Bien sûr! Et il n’y a aucune audace à l’affirmer! Depuis Sainte Geneviève, qui affronte l’envahisseur pour que Paris et la France ne cèdent pas à la violence des barbares ni à l’apostasie, à Saint Martin de Tours qui initie la tradition d’une charité pleine de compassion pour le plus misérable, à Saint Louis qui a illustré cet axiome qui veut que la Joie d’un prince soit de rendre son peuple heureux en lui faisant justice, sans oublier Saint Vincent de Paul ou le curé d’Ars. Mais il serait injuste de limiter cette définition de pierres vivantes à la seule Église. Ils sont celles de la France elle-même. Les saints ont toujours eu partie liée avec notre histoire et avec leur temps, et ce jusqu’à aujourd’hui. Qu’on pense à Christian de Chergé ou au Père Hamel. Leur sainteté a été l’émanation d’une attente partout diffuse qu’ils ont comblée par leur existence. La France doit aux saints l’invention sans cesse réinventée du lien social et partant, de nos plus belles institutions. Qui, plus qu’eux, et avant eux, a mieux défendu la liberté de chaque être humain, l’égalité de tous devant Dieu et devant les hommes, et la fraternité qu’ils ont incarnée dans l’esprit de la plus parfaite charité?

» LIRE AUSSI - Christiane Rancé à la poursuite du vivant

Vous avez rencontré deux saints dans votre vie (sans doute plus, mais on ne le sait pas encore!): lorsqu’ils sont canonisés, les saints sont représentés dans l’iconographie chrétienne avec une auréole. Jean-Paul II et Mère Teresa avaient-ils déjà, au cours de leur vie terrestre, quelque chose de plus grand ou de plus profond qui préfigurait l’auréole?

Leur éclatant charisme. Tout leur être manifestait une vie intérieure, un amour tangible, une compassion et dans le même temps une douleur indicible face aux malheurs du monde. Leur puissance à être, leur présence appelait une présence supérieure, et elle invitait à croire avec eux, à défaut de toujours trouver la force de les suivre sur ce chemin de sainteté. J’ai rencontré Mère Teresa à Calcutta, et Jean-Paul II à Rome. Je les ai vus prier. Je me suis sentie irradiée par leur foi. Et je n’étais pas la seule à éprouver ce sentiment. Leur rayonnement agissait sur tous. Enfin, comme les saints, ils m’ont communiqué une puissante Espérance et une foi en l’homme. Ils ne convertissaient pas, ils étaient la conversion, ce qui est le signe même de la sainteté, l’essence de l’auréole.

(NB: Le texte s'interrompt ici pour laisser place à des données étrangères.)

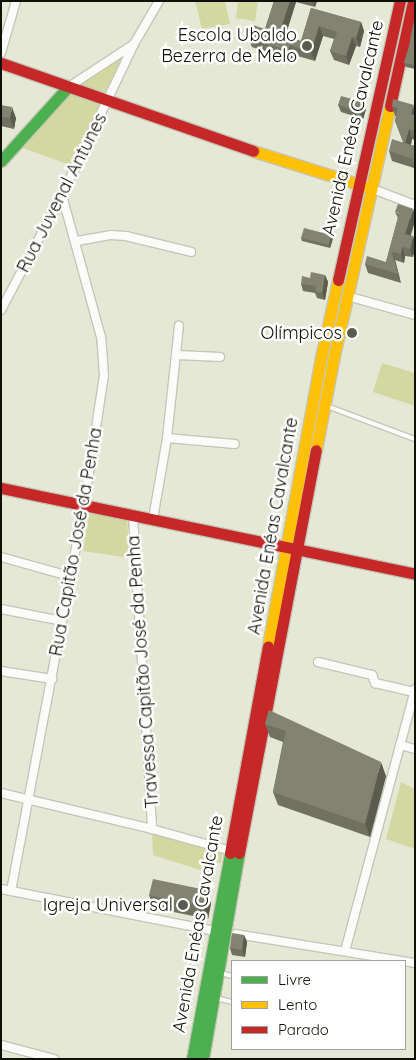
<!DOCTYPE html>
<html>
<head>
<meta charset="utf-8">
<style>
	body { margin:0 }
	#map { position:relative; width:416px; height:1060px; overflow:hidden; background:#e6e8d6; font-family:Quicksand,sans-serif }
	div>[style] { position:absolute }
	.green>* { inset:0; background:#d3d8a0 }
	.roads { filter:drop-shadow(1px 0 #c4c6b8) drop-shadow(-1px 0 #c4c6b8) drop-shadow(0 1px #c4c6b8) drop-shadow(0 -1px #c4c6b8) }
	.lane>* { height:4px; margin:-2px; padding:0 2px; transform-origin:2px; border-radius:2px; background:#fbfcf9 }
	.street>* { height:8px; margin:-4px; padding:0 4px; transform-origin:4px; border-radius:4px; background:#fbfcf9 }
	.fast>* { height:11px; margin:-5.5px; padding:0 5.5px; transform-origin:5.5px; border-radius:5.5px; background:#4caf50 }
	.slow>* { height:11px; margin:-5.5px; padding:0 5.5px; transform-origin:5.5px; border-radius:5.5px; background:#ffc107 }
	.jam>* { height:11px; margin:-5.5px; padding:0 5.5px; transform-origin:5.5px; border-radius:5.5px; background:#c62828 }
	.wall>* { inset:0; background:#707160 }
	.shaded-wall>* { inset:0; background:#5b5c4e }
	.building>* { inset:0; background:#828370 }
	.dots>* { width:14px; height:14px; translate:-50% -50%; box-sizing:border-box; border:2px solid #fff; border-radius:50% }
	span { translate:-50% -50%; white-space:nowrap; text-align:center; line-height:1.15; -webkit-text-stroke:5px #fff; paint-order:stroke }
	.poi-label { font-size:18px; color:#101106 }
	.right { translate:-100% -50%; text-align:right }
	.street-label { font-size:18px; color:#101106 }
	.frame { position:absolute; inset:0; border:2px solid #101106; pointer-events:none }
	.legend { position:absolute; left:231px; top:960px; width:175px; height:90px; box-sizing:border-box; background:#fff; border:1px solid #9fa09b; margin:0; padding:6px 9px; list-style:none; font-size:15px; color:#101106 }
	.legend li { display:flex; align-items:center; gap:10px; height:25px }
	.legend b { width:25px; border:1px solid #9fa09b }
</style>
</head>
<body>
<div id="map">
	<div class="green">
		<div style="clip-path:polygon(195px 1px,225px 1px,230px 24px,202px 29px)"></div>
		<div style="clip-path:polygon(238px 1px,258px 1px,255px 21px,236px 18px)"></div>
		<div style="clip-path:polygon(122px 58px,104px 94px,79px 86px)"></div>
		<div style="clip-path:polygon(68px 93px,101px 104px,70px 165px,20px 147px)"></div>
		<div style="clip-path:polygon(382px 363px,415px 373px,415px 406px,373px 392px)"></div>
		<div style="clip-path:polygon(89px 512px,127px 520px,130px 558px,83px 551px)"></div>
		<div style="clip-path:polygon(401px 782px,415px 789px,415px 849px,386px 839px)"></div>
		<div style="clip-path:polygon(152px 832px,223px 851px,221px 863px,205px 860px,200px 870px,153px 855px)"></div>
	</div>
	<div class="roads">
		<div class="lane">
			<div style="left:327px;top:406px;width:94px;rotate:20.6deg"></div>
			<div style="left:220px;top:973px;width:12px;rotate:14deg"></div>
			<div style="left:216px;top:998px;width:16px;rotate:14deg"></div>
		</div>
		<div class="street">
			<div style="left:1px;top:53px;width:54px;rotate:-73.9deg"></div>
			<div style="left:67px;top:88px;width:80px;rotate:-33.3deg"></div>
			<div style="left:370px;top:188px;width:48px;rotate:20.7deg"></div>
			<div style="left:77px;top:241px;width:35px;rotate:-10deg"></div>
			<div style="left:111px;top:235px;width:15px;rotate:4deg"></div>
			<div style="left:126px;top:236px;width:67px;rotate:13.8deg"></div>
			<div style="left:347px;top:296px;width:71px;rotate:15.6deg"></div>
			<div style="left:1px;top:310px;width:130px;rotate:-62.1deg"></div>
			<div style="left:62px;top:195px;width:167px;rotate:-64.5deg"></div>
			<div style="left:134px;top:44px;width:50px;rotate:-59.8deg"></div>
			<div style="left:177px;top:355px;width:43px;rotate:2.7deg"></div>
			<div style="left:167px;top:438px;width:68px;rotate:5deg"></div>
			<div style="left:133px;top:515px;width:315px;rotate:86.5deg"></div>
			<div style="left:153px;top:519px;width:82px;rotate:-80.2deg"></div>
			<div style="left:167px;top:438px;width:113px;rotate:-83.9deg"></div>
			<div style="left:1px;top:557px;width:71px;rotate:15.6deg"></div>
			<div style="left:1px;top:609px;width:62px;rotate:11.1deg"></div>
			<div style="left:318px;top:662px;width:56px;rotate:13.5deg"></div>
			<div style="left:372px;top:675px;width:9px;rotate:69deg"></div>
			<div style="left:375px;top:683px;width:40px;rotate:13deg"></div>
			<div style="left:1px;top:671px;width:52px;rotate:8.9deg"></div>
			<div style="left:400px;top:745px;width:16px;rotate:15deg"></div>
			<div style="left:1px;top:793px;width:155px;rotate:13.4deg"></div>
			<div style="left:152px;top:829px;width:86px;rotate:15.5deg"></div>
			<div style="left:1px;top:889px;width:223px;rotate:11.1deg"></div>
			<div style="left:11px;top:891px;width:392px;rotate:-79.3deg"></div>
			<div style="left:84px;top:506px;width:132px;rotate:-81.3deg"></div>
			<div style="left:104px;top:376px;width:39px;rotate:-94deg"></div>
			<div style="left:101px;top:337px;width:147px;rotate:-105.4deg"></div>
			<div style="left:236px;top:934px;width:181px;rotate:9.2deg"></div>
			<div style="left:345px;top:951px;width:271px;rotate:-75deg"></div>
			<div style="left:1px;top:1045px;width:55px;rotate:14.8deg"></div>
		</div>
		<div class="fast">
			<div style="left:1px;top:161px;width:98px;rotate:-47.9deg"></div>
			<div style="left:192px;top:1059px;width:209px;rotate:-79.5deg"></div>
			<div style="left:203px;top:1059px;width:209px;rotate:-80.1deg"></div>
		</div>
		<div class="slow">
			<div style="left:253px;top:151px;width:116px;rotate:17.5deg"></div>
			<div style="left:316px;top:450px;width:96px;rotate:-79.2deg"></div>
			<div style="left:334px;top:356px;width:256px;rotate:-77.4deg"></div>
			<div style="left:268px;top:646px;width:298px;rotate:-79.6deg"></div>
			<div style="left:322px;top:353px;width:75px;rotate:-77.6deg"></div>
		</div>
		<div class="jam">
			<div style="left:1px;top:63px;width:267px;rotate:19.2deg"></div>
			<div style="left:390px;top:106px;width:107px;rotate:-77.6deg"></div>
			<div style="left:338px;top:280px;width:286px;rotate:-77.5deg"></div>
			<div style="left:1px;top:488px;width:423px;rotate:11.7deg"></div>
			<div style="left:230px;top:853px;width:210px;rotate:-79.6deg"></div>
			<div style="left:239px;top:853px;width:410px;rotate:-79.2deg"></div>
		</div>
	</div>
	<div class="wall">
		<div style="clip-path:polygon(274px 1px,317px 1px,315px 7px,296px 2px,285px 36px,301px 41px,311px 8px,361px 22px,364px 31px,360px 47px,356px 46px,349px 65px,334px 60px,330px 51px,334px 39px,323px 36px,315px 61px,294px 55px,292px 60px,252px 47px,248px 38px,265px 29px)"></div>
		<div style="clip-path:polygon(415px 16px,415px 69px,406px 67px,404px 63px,411px 41px,410px 39px)"></div>
		<div style="clip-path:polygon(363px 102px,366px 109px,363px 119px,341px 112px,338px 105px)"></div>
		<div style="clip-path:polygon(1px 105px,16px 118px,14px 129px,1px 126px)"></div>
		<div style="clip-path:polygon(392px 106px,415px 108px,415px 140px,412px 139px,411px 145px,415px 146px,415px 169px,414px 168px,392px 161px,389px 151px,403px 142px,395px 121px,396px 116px,395px 116px)"></div>
		<div style="clip-path:polygon(395px 212px,415px 221px,411px 235px,413px 257px,405px 256px,404px 263px,395px 260px,401px 283px,368px 273px,365px 264px,386px 262px,398px 218px)"></div>
		<div style="clip-path:polygon(301px 238px,333px 238px,330px 248px,302px 241px)"></div>
		<div style="clip-path:polygon(325px 275px,328px 282px,325px 300px,317px 298px,315px 293px,303px 291px,301px 284px,310px 278px)"></div>
		<div style="clip-path:polygon(269px 710px,386px 776px,370px 837px,278px 805px,273px 792px,283px 742px,270px 737px,265px 724px)"></div>
		<div style="clip-path:polygon(206px 890px,211px 903px,208px 919px,154px 908px,149px 895px)"></div>
		<div style="clip-path:polygon(244px 935px,247px 942px,245px 957px,232px 955px,230px 948px)"></div>
	</div>
	<div class="shaded-wall">
		<div style="clip-path:polygon(290px 1px,296px 2px,283px 44px,279px 34px)"></div>
		<div style="clip-path:polygon(313px 1px,317px 1px,315px 7px)"></div>
		<div style="clip-path:polygon(361px 22px,364px 31px,360px 47px,356px 38px)"></div>
		<div style="clip-path:polygon(319px 26px,323px 36px,315px 61px,311px 52px)"></div>
		<div style="clip-path:polygon(352px 37px,356px 46px,349px 65px,346px 56px)"></div>
		<div style="clip-path:polygon(290px 45px,294px 55px,292px 60px,289px 51px)"></div>
		<div style="clip-path:polygon(363px 102px,366px 109px,363px 119px,361px 112px)"></div>
		<div style="clip-path:polygon(414px 105px,415px 108px,414px 124px,411px 114px)"></div>
		<div style="clip-path:polygon(12px 107px,16px 118px,14px 129px,10px 118px)"></div>
		<div style="clip-path:polygon(409px 129px,412px 139px,409px 153px,405px 143px)"></div>
		<div style="clip-path:polygon(413px 209px,415px 214px,415px 221px,408px 242px,405px 234px)"></div>
		<div style="clip-path:polygon(331px 235px,333px 238px,330px 248px,329px 245px)"></div>
		<div style="clip-path:polygon(413px 236px,415px 240px,415px 250px,413px 257px,410px 249px)"></div>
		<div style="clip-path:polygon(402px 247px,405px 256px,404px 263px,401px 254px)"></div>
		<div style="clip-path:polygon(392px 252px,395px 260px,401px 283px,398px 274px)"></div>
		<div style="clip-path:polygon(325px 275px,328px 282px,325px 300px,322px 293px)"></div>
		<div style="clip-path:polygon(381px 762px,386px 776px,370px 837px,365px 824px)"></div>
		<div style="clip-path:polygon(206px 890px,211px 903px,208px 919px,203px 906px)"></div>
		<div style="clip-path:polygon(244px 935px,247px 942px,245px 957px,242px 950px)"></div>
	</div>
	<div class="building">
		<div style="clip-path:polygon(274px 1px,290px 1px,279px 34px,301px 41px,311px 8px,361px 22px,356px 38px,352px 37px,346px 56px,330px 51px,337px 32px,319px 26px,311px 52px,290px 45px,289px 51px,248px 38px,253px 25px,265px 29px)"></div>
		<div style="clip-path:polygon(415px 16px,415px 65px,404px 63px,411px 39px,410px 39px)"></div>
		<div style="clip-path:polygon(341px 96px,363px 102px,361px 112px,338px 105px)"></div>
		<div style="clip-path:polygon(393px 99px,414px 105px,411px 114px,415px 115px,415px 131px,409px 129px,405px 143px,415px 146px,415px 162px,412px 162px,413px 159px,389px 151px,392px 139px,404px 143px,395px 121px,398px 108px,392px 106px)"></div>
		<div style="clip-path:polygon(1px 105px,12px 107px,10px 118px,1px 117px)"></div>
		<div style="clip-path:polygon(398px 204px,413px 209px,405px 234px,413px 236px,410px 249px,402px 247px,401px 254px,392px 252px,398px 274px,365px 264px,367px 256px,386px 262px,399px 213px,395px 212px)"></div>
		<div style="clip-path:polygon(304px 228px,331px 235px,329px 245px,301px 238px)"></div>
		<div style="clip-path:polygon(311px 272px,325px 275px,322px 293px,315px 291px,316px 286px,301px 284px,302px 276px,310px 278px)"></div>
		<div style="clip-path:polygon(269px 710px,381px 762px,365px 824px,273px 792px,286px 731px,265px 724px)"></div>
		<div style="clip-path:polygon(153px 879px,206px 890px,203px 906px,149px 895px)"></div>
		<div style="clip-path:polygon(232px 933px,244px 935px,242px 950px,230px 948px)"></div>
	</div>
	<div class="dots">
		<div style="left:307px;top:46px;background:#5b5c4f"></div>
		<div style="left:352px;top:333px;background:#5b5c4f"></div>
		<div style="left:183px;top:905px;background:#5b5c4f"></div>
	</div>
	<div class="poi-label">
		<span class="right" style="left:297px;top:46px">Escola Ubaldo<br>Bezerra de Melo</span>
		<span class="right" style="left:342px;top:333px">Olímpicos</span>
		<span class="right" style="left:173px;top:905px">Igreja Universal</span>
	</div>
	<div class="street-label">
		<span style="left:353px;top:128px;rotate:-77deg">Avenida Enéas Cavalcante</span>
		<span style="left:62px;top:193px;rotate:-63deg">Rua Juvenal Antunes</span>
		<span style="left:273px;top:526px;rotate:-80deg">Avenida Enéas Cavalcante</span>
		<span style="left:76px;top:542px;rotate:-80deg">Rua Capitão José da Penha</span>
		<span style="left:143px;top:672px;rotate:-94deg">Travessa Capitão José da Penha</span>
		<span style="left:198px;top:924px;rotate:-80deg">Avenida Enéas Cavalcante</span>
	</div>
	<div class="frame"></div>
	<ul class="legend">
	<li><b style="height:6px;background:#4caf50"></b>Livre</li>
	<li><b style="height:6px;background:#ffc107"></b>Lento</li>
	<li><b style="height:6px;background:#c62828"></b>Parado</li>
	</ul>
</div>
</body>
</html>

Notre monde semble plus que jamais sombrer dans la nuit.

À l’heure où le message de l’Église séduit semble-t-il de moins en moins nos pays postchrétiens, le témoignage des saints est-il l’une des plus grandes forces pour l’apostolat de l’Église?

Je n’en imagine pas de meilleur, à condition de mettre les saints en avant, et avec eux, leur parole de feu. Rien de niais, jamais, ni de petit, ni de mièvre. Rien d’ambigu. La vérité dans sa lumineuse splendeur. D’ailleurs, ce sont les saints qui ont toujours sauvé l’Église dans ses crises les plus dramatiques - et elle en a connu au cours des siècles! Mais la sainteté sauvera bien plus que l’Église elle-même. Notre monde semble plus que jamais sombrer dans la nuit. On pensait avoir atteint le paroxysme de l’horreur au XXe siècle. Aussi sidérant que cela puisse paraître, le XXIe siècle porte le germe de maux plus grands encore, à cause de moyens techniques sans précédents, et d’un nihilisme sinistrement fier de lui. Aujourd’hui, l’alternative est simple: ou la sainteté redeviendra une question d’importance, ou la guerre de tous contre tous cédera à la défaite générale. En un sens, Jésus n’a rien dit d’autre et c’est faute d’avoir été en mesure de ressaisir sa parole que le pire est advenu. Sans sainteté, pas de transformation du monde! Quant au fait que nos pays soient postchrétiens, permettez-moi d’en douter. On s’acharne à nous le faire croire, à vouloir que le désir de quelques-uns soit la réalité de tous. Les pleurs, les prières et le sentiment de désolation, devant Notre-Dame de Paris en flammes, ont apporté un irrécusable contredit à cette assertion ; ils ont manifesté notre inextinguible besoin de sainteté.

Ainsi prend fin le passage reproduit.